Re: Some questions about linux kernel.

From: Marco Colombo (marco@esi.it)
Date: Thu Mar 23 2000 - 13:40:59 EST


On Thu, 23 Mar 2000, Jesse Pollard wrote:

> > No. It's a win the more active processes you have. It increases system
> > throughput.
>
> It depends on the job mix - If there is one process that requires the
> entire CPU (and 70% resident memory, no swap). The throuput goes down with
> the additional 1 process (not much, just the context switch, cache reload...).
Of course. I was talking of average case. There's always a worst case.

> If the additional process needs 40% of memory then both processes loose -
> context switch, cache reload, and paging.

Agreed again. You're just making a worst case example.
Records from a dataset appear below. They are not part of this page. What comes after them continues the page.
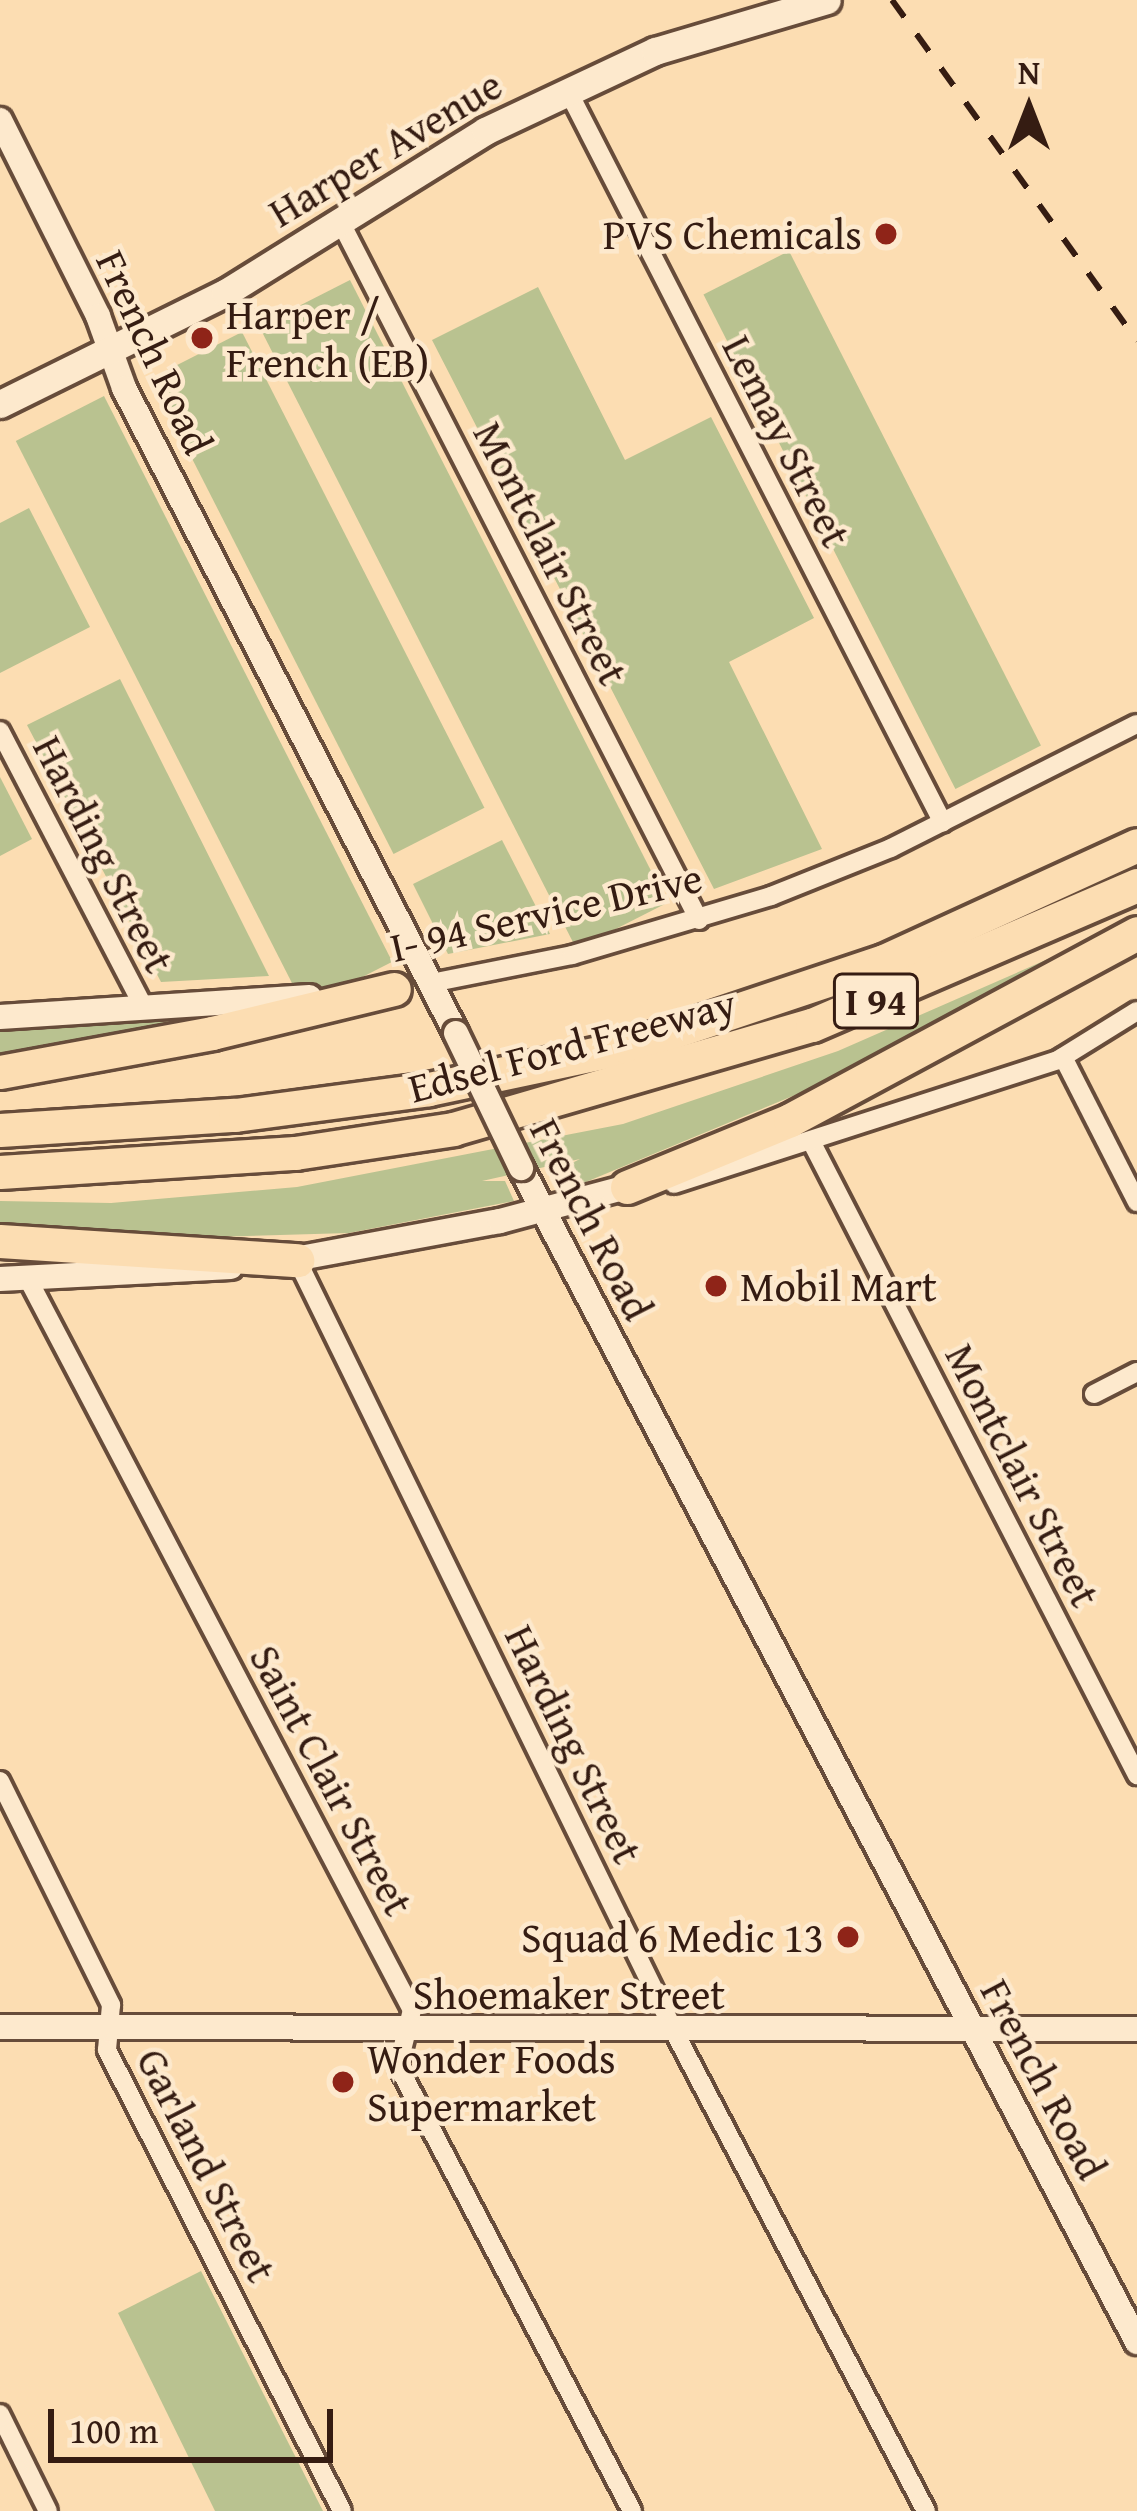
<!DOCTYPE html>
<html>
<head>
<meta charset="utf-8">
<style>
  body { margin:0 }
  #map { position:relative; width:1137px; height:2511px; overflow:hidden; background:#fcddb2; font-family:"Gentium Book Plus",serif }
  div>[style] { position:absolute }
  .green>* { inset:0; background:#b9c290; transform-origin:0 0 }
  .roads { filter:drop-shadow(3px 0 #674c3a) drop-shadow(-3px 0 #674c3a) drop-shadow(0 3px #674c3a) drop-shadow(0 -3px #674c3a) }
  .minor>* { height:18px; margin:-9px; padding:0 9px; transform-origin:9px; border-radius:9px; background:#fde9cd }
  .tertiary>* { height:24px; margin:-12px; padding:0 12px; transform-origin:12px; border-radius:12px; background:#fde9cd }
  .secondary>* { height:27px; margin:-13.5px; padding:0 13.5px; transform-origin:13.5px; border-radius:13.5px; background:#fde9cd }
  .motorway>* { height:33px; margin:-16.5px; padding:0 16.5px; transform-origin:16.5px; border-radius:16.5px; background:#fcddb2 }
  .rail>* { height:6px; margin-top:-3px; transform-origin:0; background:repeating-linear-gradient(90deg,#351c12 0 21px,transparent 0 42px) }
  .bridges { filter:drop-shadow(3px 0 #674c3a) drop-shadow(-3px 0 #674c3a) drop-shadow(0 3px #674c3a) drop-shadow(0 -3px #674c3a) }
  .tertiary-bridge>* { height:24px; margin:-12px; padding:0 12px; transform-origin:12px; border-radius:12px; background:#fde9cd }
  .dots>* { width:33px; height:33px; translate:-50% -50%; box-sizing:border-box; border:6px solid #fde9cd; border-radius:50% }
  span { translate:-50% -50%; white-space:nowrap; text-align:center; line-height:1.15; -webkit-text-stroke:9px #fde9cd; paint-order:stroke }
  .shield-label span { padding:3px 9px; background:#fde9cd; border:3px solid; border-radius:9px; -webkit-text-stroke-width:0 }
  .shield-label { font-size:39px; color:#351c12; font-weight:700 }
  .street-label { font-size:42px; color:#351c12 }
  .poi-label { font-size:42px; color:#351c12 }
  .right { translate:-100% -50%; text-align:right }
  .left { translate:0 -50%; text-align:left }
  .north { position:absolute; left:969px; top:48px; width:120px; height:120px; -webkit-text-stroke:9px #fde9cd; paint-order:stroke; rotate:0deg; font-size:33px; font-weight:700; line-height:48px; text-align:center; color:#351c12 }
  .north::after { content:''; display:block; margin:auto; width:42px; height:54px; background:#351c12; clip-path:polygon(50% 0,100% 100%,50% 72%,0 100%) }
  .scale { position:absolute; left:48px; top:2409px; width:285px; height:54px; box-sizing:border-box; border:6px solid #351c12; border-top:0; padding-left:15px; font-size:36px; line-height:42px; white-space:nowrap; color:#351c12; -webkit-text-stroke:9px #fde9cd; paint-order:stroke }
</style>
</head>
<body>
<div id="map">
  <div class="green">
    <i style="left:789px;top:251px;width:555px;height:96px;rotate:63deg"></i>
    <i style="left:350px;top:280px;width:699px;height:102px;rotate:63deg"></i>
    <i style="clip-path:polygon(538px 287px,625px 460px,711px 417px,814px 618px,729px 662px,822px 849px,714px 889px,432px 340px)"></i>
    <i style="left:242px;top:332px;width:534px;height:102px;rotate:63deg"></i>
    <i style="left:104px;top:396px;width:635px;height:99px;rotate:63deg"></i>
    <i style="clip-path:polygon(29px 508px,90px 627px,0 673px,0 523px)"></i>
    <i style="clip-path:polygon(120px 679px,269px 976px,161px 982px,27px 725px)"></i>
    <i style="clip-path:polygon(0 777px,32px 839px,0 856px)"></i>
    <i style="clip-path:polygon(502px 840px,550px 934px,448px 954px,413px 884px)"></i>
    <i style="clip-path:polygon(1137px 920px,983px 1017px,569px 1189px,560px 1169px,580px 1159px,482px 1181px,505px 1181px,514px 1201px,349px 1233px,210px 1237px,0 1226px,0 1201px,111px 1203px,297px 1187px,623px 1124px,838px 1051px)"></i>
    <i style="clip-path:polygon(205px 1018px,0 1058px,0 1029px)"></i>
    <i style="clip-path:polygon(201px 2271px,323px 2511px,215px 2511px,118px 2313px)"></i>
  </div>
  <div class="roads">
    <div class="minor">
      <i style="left:568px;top:91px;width:822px;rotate:62.87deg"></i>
      <i style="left:339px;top:219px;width:788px;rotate:62.82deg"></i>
      <i style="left:0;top:731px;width:314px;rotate:62.5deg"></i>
      <i style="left:431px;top:983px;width:144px;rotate:-11.2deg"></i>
      <i style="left:572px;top:955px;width:208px;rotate:-16.5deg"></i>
      <i style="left:771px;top:896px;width:129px;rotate:-21.8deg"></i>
      <i style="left:891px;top:848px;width:275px;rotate:-26.8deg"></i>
      <i style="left:1063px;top:1057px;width:163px;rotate:63deg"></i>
      <i style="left:812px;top:1143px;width:711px;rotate:62.79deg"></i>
      <i style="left:674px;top:1184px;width:404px;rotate:-17.9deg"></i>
      <i style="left:1058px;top:1060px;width:93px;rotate:-31.8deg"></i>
      <i style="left:297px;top:1260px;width:860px;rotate:63.94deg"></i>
      <i style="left:675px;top:2033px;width:540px;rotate:62.3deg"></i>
      <i style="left:28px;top:1279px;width:826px;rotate:62.29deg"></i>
      <i style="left:412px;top:2010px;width:58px;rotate:104deg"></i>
      <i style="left:398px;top:2066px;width:503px;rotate:62.26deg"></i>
      <i style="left:1094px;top:1394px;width:48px;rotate:-27.1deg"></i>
      <i style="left:0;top:1781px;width:250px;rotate:63.6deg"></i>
      <i style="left:111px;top:2005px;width:45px;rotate:95.1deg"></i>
      <i style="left:107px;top:2050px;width:517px;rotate:62.99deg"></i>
      <i style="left:0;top:2414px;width:108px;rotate:63.7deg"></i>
    </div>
    <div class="tertiary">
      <i style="left:0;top:120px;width:219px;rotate:63.4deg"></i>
      <i style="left:98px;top:316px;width:77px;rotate:70.1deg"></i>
      <i style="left:124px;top:388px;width:725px;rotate:62.76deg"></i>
      <i style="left:0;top:1017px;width:310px;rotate:-3.7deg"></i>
      <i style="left:521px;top:1168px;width:1326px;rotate:62.31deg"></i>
      <i style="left:284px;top:1261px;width:220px;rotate:-10.5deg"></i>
      <i style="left:500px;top:1221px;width:131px;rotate:-15deg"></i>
      <i style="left:0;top:1279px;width:231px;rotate:-3deg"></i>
      <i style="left:0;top:2027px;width:1137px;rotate:0.1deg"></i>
    </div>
    <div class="secondary">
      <i style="left:0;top:404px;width:251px;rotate:-26.3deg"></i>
      <i style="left:225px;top:293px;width:306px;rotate:-31.9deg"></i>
      <i style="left:485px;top:131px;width:188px;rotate:-25.2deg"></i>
      <i style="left:655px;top:51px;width:179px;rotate:-16.5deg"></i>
    </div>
    <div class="motorway">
      <i style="left:0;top:1072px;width:216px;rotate:-10.4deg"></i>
      <i style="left:212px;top:1033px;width:187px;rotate:-13.6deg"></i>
      <i style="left:0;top:1130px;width:235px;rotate:-3.7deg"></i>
      <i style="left:235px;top:1115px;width:196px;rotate:-7.6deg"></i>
      <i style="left:429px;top:1089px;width:202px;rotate:-12deg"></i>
      <i style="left:627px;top:1047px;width:271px;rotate:-18.5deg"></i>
      <i style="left:884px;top:961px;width:278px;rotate:-24.6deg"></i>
      <i style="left:0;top:1172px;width:296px;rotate:-3.7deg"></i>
      <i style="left:295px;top:1153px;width:160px;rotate:-8.6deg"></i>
      <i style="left:453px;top:1129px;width:374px;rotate:-16.2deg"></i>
      <i style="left:812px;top:1025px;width:354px;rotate:-23.3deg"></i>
      <i style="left:627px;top:1187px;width:176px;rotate:-22.3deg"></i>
      <i style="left:790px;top:1120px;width:394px;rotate:-28.3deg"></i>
      <i style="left:0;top:1241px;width:298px;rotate:3.7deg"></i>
    </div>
  </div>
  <div class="rail">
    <i style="left:892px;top:0;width:420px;rotate:54.3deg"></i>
  </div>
  <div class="bridges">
    <div class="tertiary-bridge">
      <i style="left:456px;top:1033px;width:150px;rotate:64.3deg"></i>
    </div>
  </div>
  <div class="dots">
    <i style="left:886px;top:234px;background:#8f2418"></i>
    <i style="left:202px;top:338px;background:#8f2418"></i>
    <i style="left:716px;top:1286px;background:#8f2418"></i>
    <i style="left:848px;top:1937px;background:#8f2418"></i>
    <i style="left:343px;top:2082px;background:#8f2418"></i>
  </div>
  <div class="shield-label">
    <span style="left:876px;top:1001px">I 94</span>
  </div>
  <div class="street-label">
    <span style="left:385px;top:148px;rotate:-31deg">Harper Avenue</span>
    <span style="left:155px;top:352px;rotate:65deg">French Road</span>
    <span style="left:787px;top:441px;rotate:63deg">Lemay Street</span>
    <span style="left:551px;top:553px;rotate:63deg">Montclair Street</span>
    <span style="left:104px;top:854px;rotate:63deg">Harding Street</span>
    <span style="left:546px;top:912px;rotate:-13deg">I- 94 Service Drive</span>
    <span style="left:572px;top:1045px;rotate:-15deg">Edsel Ford Freeway</span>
    <span style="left:592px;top:1219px;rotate:63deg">French Road</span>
    <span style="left:1023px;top:1475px;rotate:63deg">Montclair Street</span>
    <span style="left:574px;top:1744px;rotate:64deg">Harding Street</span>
    <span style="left:332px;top:1780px;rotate:62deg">Saint Clair Street</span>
    <span style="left:569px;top:1994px">Shoemaker Street</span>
    <span style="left:1044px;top:2079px;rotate:62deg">French Road</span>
    <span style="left:207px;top:2165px;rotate:63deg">Garland Street</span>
  </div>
  <div class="poi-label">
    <span class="right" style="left:862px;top:234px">PVS Chemicals</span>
    <span class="left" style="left:226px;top:338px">Harper /<br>French (EB)</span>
    <span class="left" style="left:740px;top:1286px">Mobil Mart</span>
    <span class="right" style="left:824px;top:1937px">Squad 6 Medic 13</span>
    <span class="left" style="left:367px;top:2082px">Wonder Foods<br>Supermarket</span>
  </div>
  <div class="north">N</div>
  <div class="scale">100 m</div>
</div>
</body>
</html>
> Now the I/O overlap does provide some CPU for another process. In the past -
> (my expierence) it is best to not have more that 2 or 3 active processes
> per CPU. This depends on the time delay the I/O subsystem takes. If it is
> a poor I/O system, then more active processes can be there. This starts
> taking a toll when the swap activity also increases (processes are alread
> in an I/O wait...). At this point, additional processes will not improve
> throughput.

I agree definitely. That's exacly what i mean with "OOM". OOM = sum of
working sets of all processes exceeds avalable RAM. page-fault rate
increases, and performances quickly decrease. This may happen with lots of
free swap space. The only thing you can do is add RAM.

One of my arguments is precisely that: a OOM situation (heavy paging activity)
is much more common than OOS. You should take care of it, *before* you
reach OOS. A system which reaches OOS before OOM (so it runs out of space,
but with low paging activity) is possible, but uncommon. And you should
really just add more swap.

> > Save computed data to disk and reuse memory. Memory should be locked in
> > RAM. Beware of stack grows. And most of all run on dedicated hardware.
>
> That reduces throughput, and make a remendous amount of idle capacity. If every
> job had its' own computer system, tuned to just that job, then you get
> the best throughput, but the worst economic use. That was why multi-user
> systems were created.

Agreed. That's the price for an optimally tuned - critical service.

Does not reduce throughput: there should not be "a tremendous amount" of
idle capacity. If you put a I/O bound application on a 4-way SMP box,
it's your fault. If you put a 20KB-size process on a 8GB system, it's your
fault. If your application has a compute - write - read - compute
behaviour, so while writing - reading the CPU is idle, but during "compute"
you need horse power, well, it's badly engineered, should be multithreaded
(to put it simple), and have compute phase of one thread overlap the write-
read of the other one... we can go on forever...

The kernel provides general-purpose, poor man's mechanisms, that help
you running a set of "dumb" applications in an effective way.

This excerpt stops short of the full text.